1.4 - Julie
— Julie Morleux... Dix-neuf ans... Statut Cuivre sur Réseau Royal... Vous m'êtes recommandée par le marquis de Cramayel.
— C'est exact.
Julie fait face à l'intendante du château de Versailles, Sophie Névé, responsable, entre autres, de l'effectif des serviteurs du palais et de leur recrutement. C'est une femme d'une cinquantaine d'années, terre à terre et difficile à berner. La rumeur dit qu'aucun secret ne lui résiste.
Pourtant, la mission de Julie est de garder les siens face à elle. C'est pour cela qu'elle en dit le moins possible, laissant parler pour elle les documents et lettres qu'elle apporte.
Il n'empêche que, même en étant recommandée, Julie doit convaincre pour être embauchée. La Névé n'entend pas lui signer un contrat sur le caprice d'un marquis. Il est crucial qu'elle se montre à la hauteur de ses attentes.
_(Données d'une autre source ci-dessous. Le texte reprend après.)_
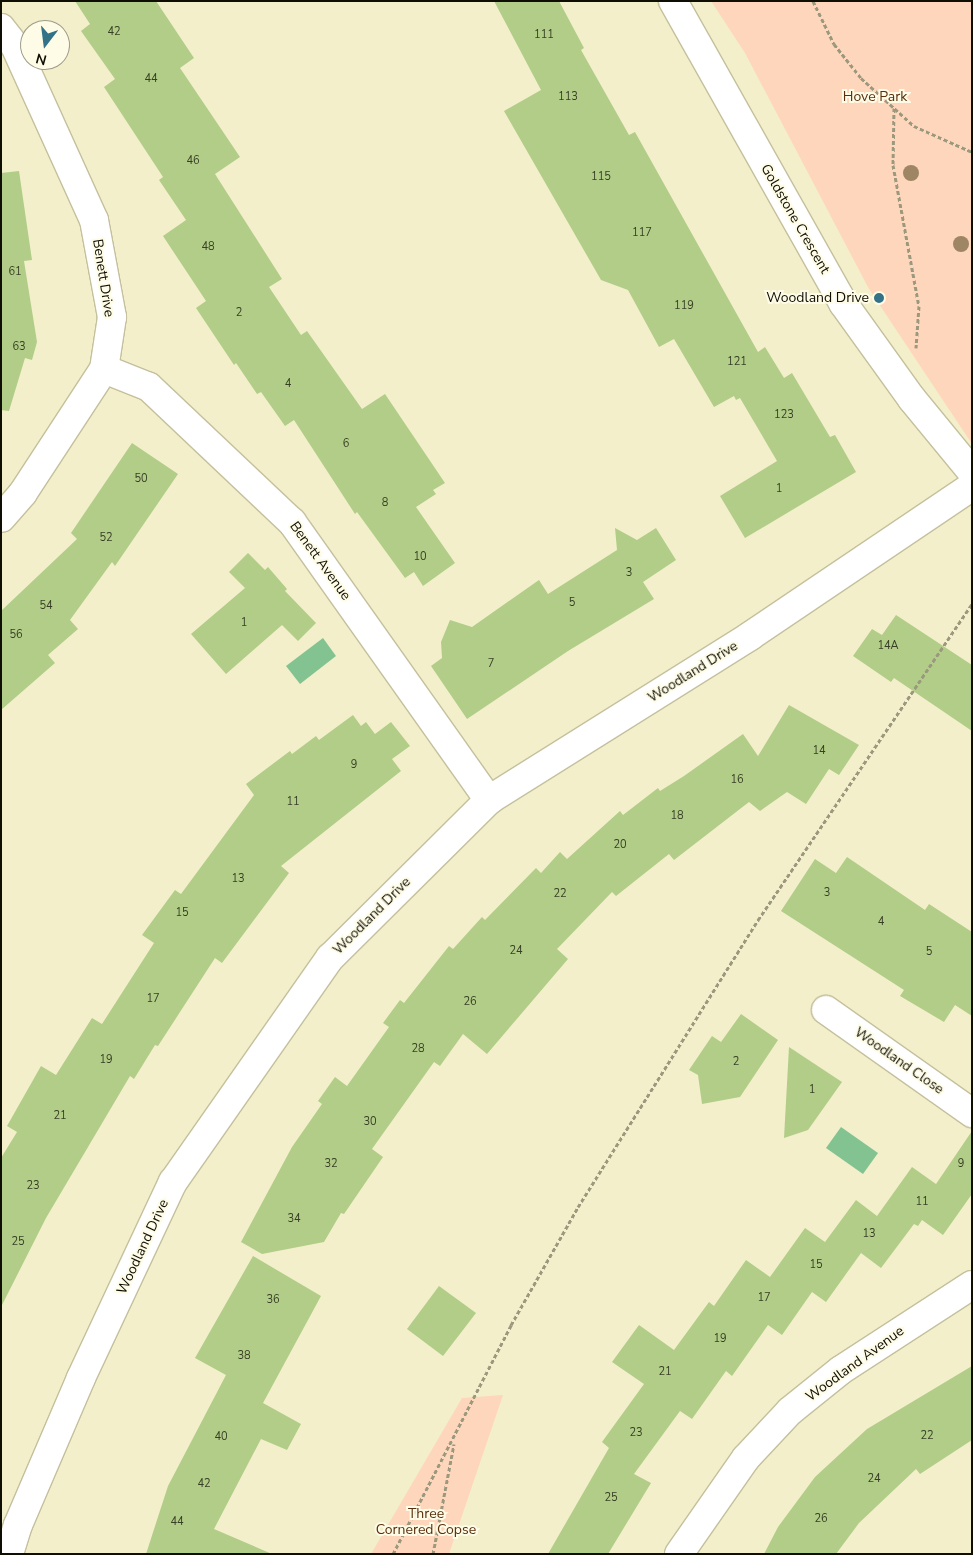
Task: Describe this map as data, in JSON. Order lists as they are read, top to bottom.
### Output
{
  "streets": {
    "street": [
      "Goldstone Crescent",
      "Benett Drive",
      "Benett Avenue",
      "Woodland Drive",
      "Woodland Close",
      "Woodland Avenue"
    ]
  },
  "crossings": [
    ["Benett Drive", "Benett Avenue"],
    ["Benett Avenue", "Woodland Drive"]
  ],
  "parks": ["Hove Park", "Three Cornered Copse"],
  "places": ["Woodland Drive"],
  "house_numbers": [
    "42",
    "111",
    "44",
    "113",
    "46",
    "115",
    "117",
    "48",
    "61",
    "119",
    "2",
    "63",
    "121",
    "4",
    "123",
    "6",
    "50",
    "1",
    "8",
    "52",
    "10",
    "3",
    "5",
    "54",
    "1",
    "56",
    "14A",
    "7",
    "14",
    "9",
    "16",
    "11",
    "18",
    "20",
    "13",
    "3",
    "22",
    "15",
    "4",
    "24",
    "5",
    "17",
    "26",
    "28",
    "19",
    "2",
    "1",
    "21",
    "30",
    "32",
    "9",
    "23",
    "11",
    "34",
    "13",
    "25",
    "15",
    "17",
    "36",
    "19",
    "38",
    "21",
    "23",
    "22",
    "40",
    "24",
    "42",
    "25",
    "26",
    "44"
  ],
  "north": "bottom"
}
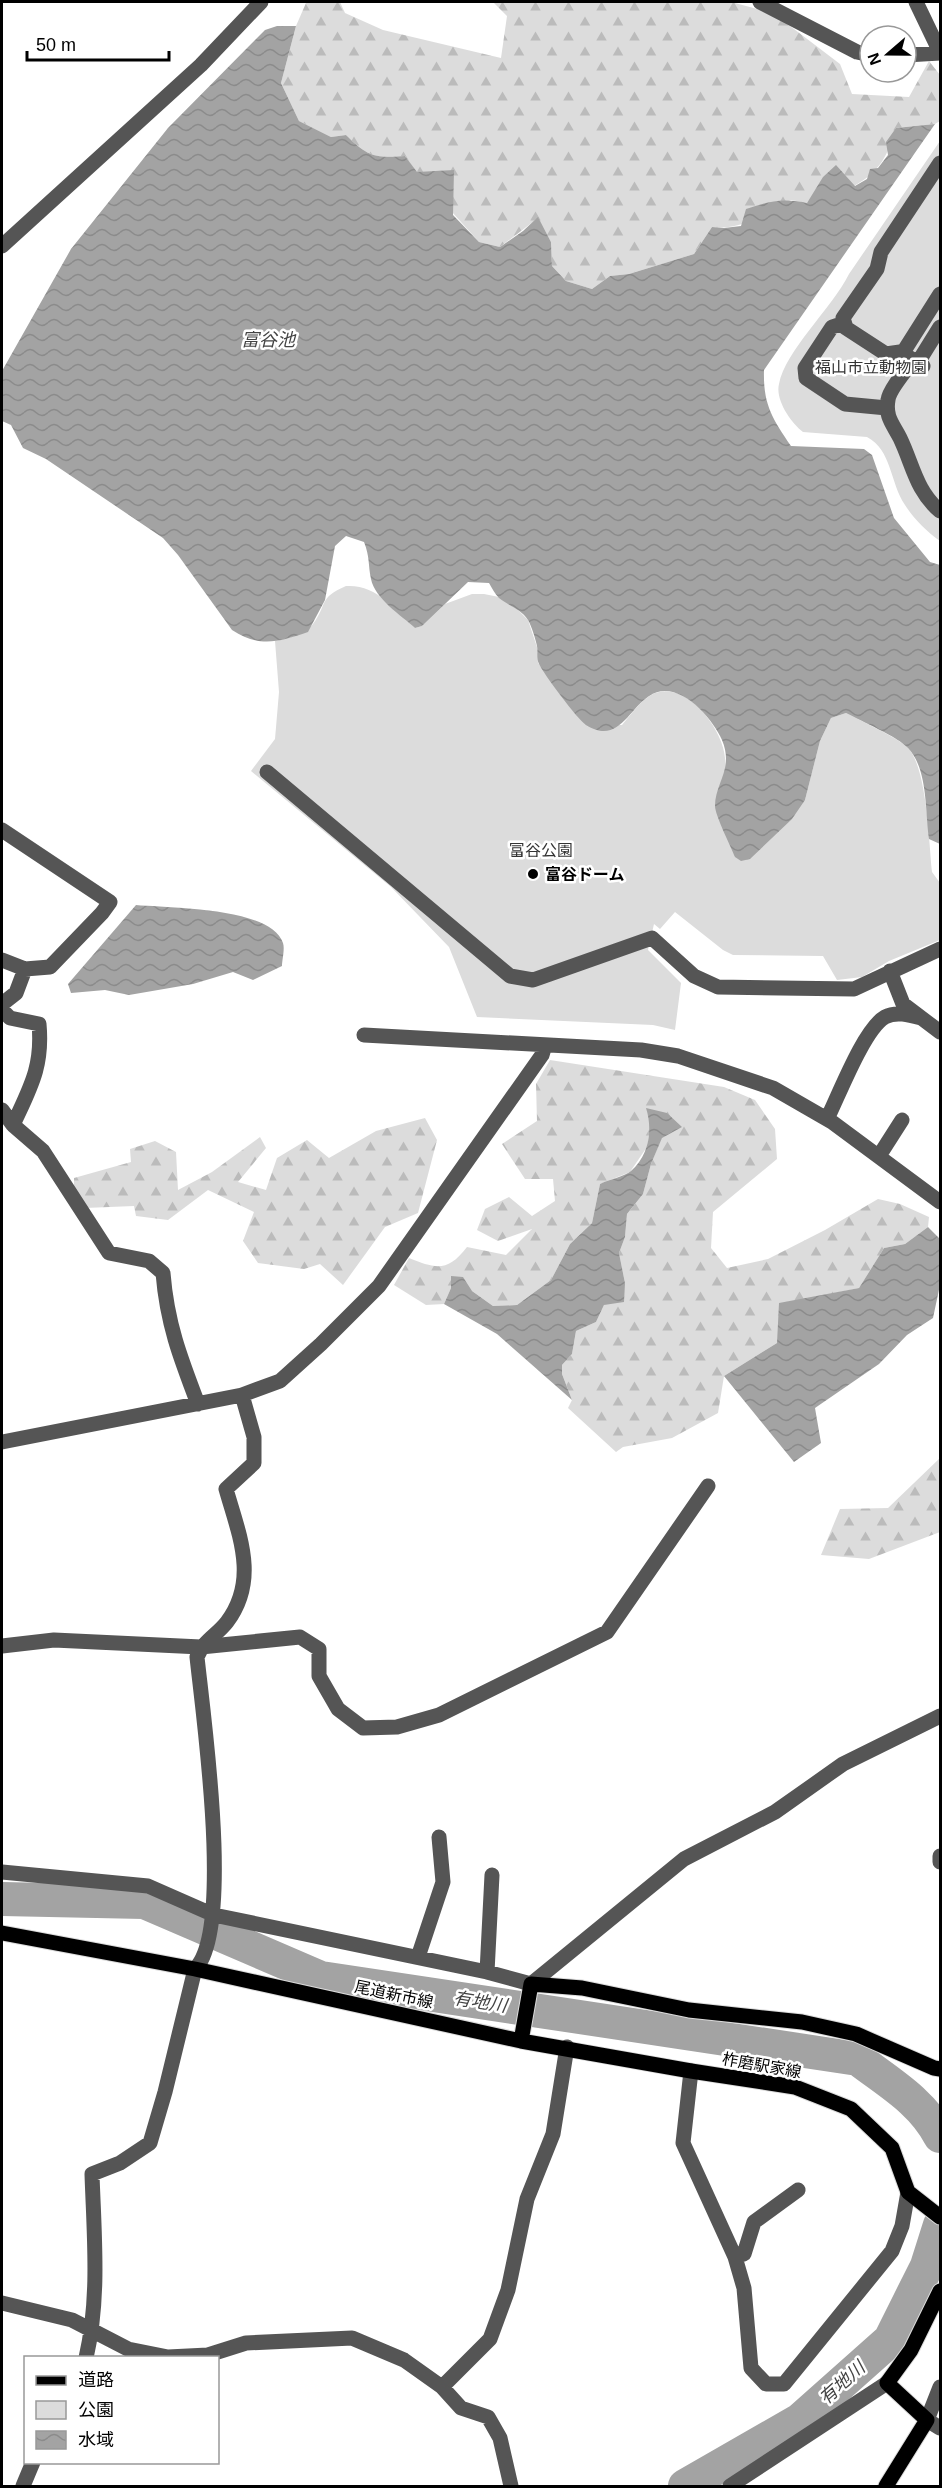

— Vous avez travaillé trois ans comme femme de chambre de sa fille ?
— C'est exact.
— Et vous avez quitté son service...
— Parce qu'elle se mariait, et que son époux entendait lui fournir des serviteurs issus de son propre domaine.
C'est faux : Julie n'a jamais mis les pieds à Cramayel, tout comme elle n'a jamais rencontré la fille du marquis. Mais la lettre de recommandation qu'elle a présentée est authentique, de même que les compétences qu'elle affirme posséder. Son oncle a veillé à la préparer avec autant de sérieux que nécessaire au rôle qu'elle va devoir endosser. Les moindres subtilités de l'étiquette en vigueur à la Cour lui ont été enseignées, de pair avec les talents appréciés par les jeunes nobles de la part de leurs servantes : l'art d'élaborer des coiffures compliquées, de prendre soin de leurs garde-robes, des notions de couture, de premiers secours, de cuisine... En vue de la mission qu'elle s'apprête à remplir sous sa couverture de domestique, elle a également appris par cœur, y consacrant des heures et des heures d'effort, les blasons de la plupart des familles importantes de la noblesse française, les inimitiés et les alliances qui les lient, le plan exact du château... Par-dessus le marché, elle parle couramment trois langues.
Quel que soit le test auquel la Névé me soumettra, je serai prête.
Pour ce qui est de son prétendu passé à Cramayel, elle a mémorisé suffisamment d'éléments sur les trois ans qu'elle aurait supposément passés là-bas pour pouvoir tenir son rôle face à l'intendante. Et si d'aventure celle-ci interrogeait la famille du marquis afin d'obtenir son témoignage, chacun soutiendrait qu'il connaît parfaitement Julie et louerait son travail.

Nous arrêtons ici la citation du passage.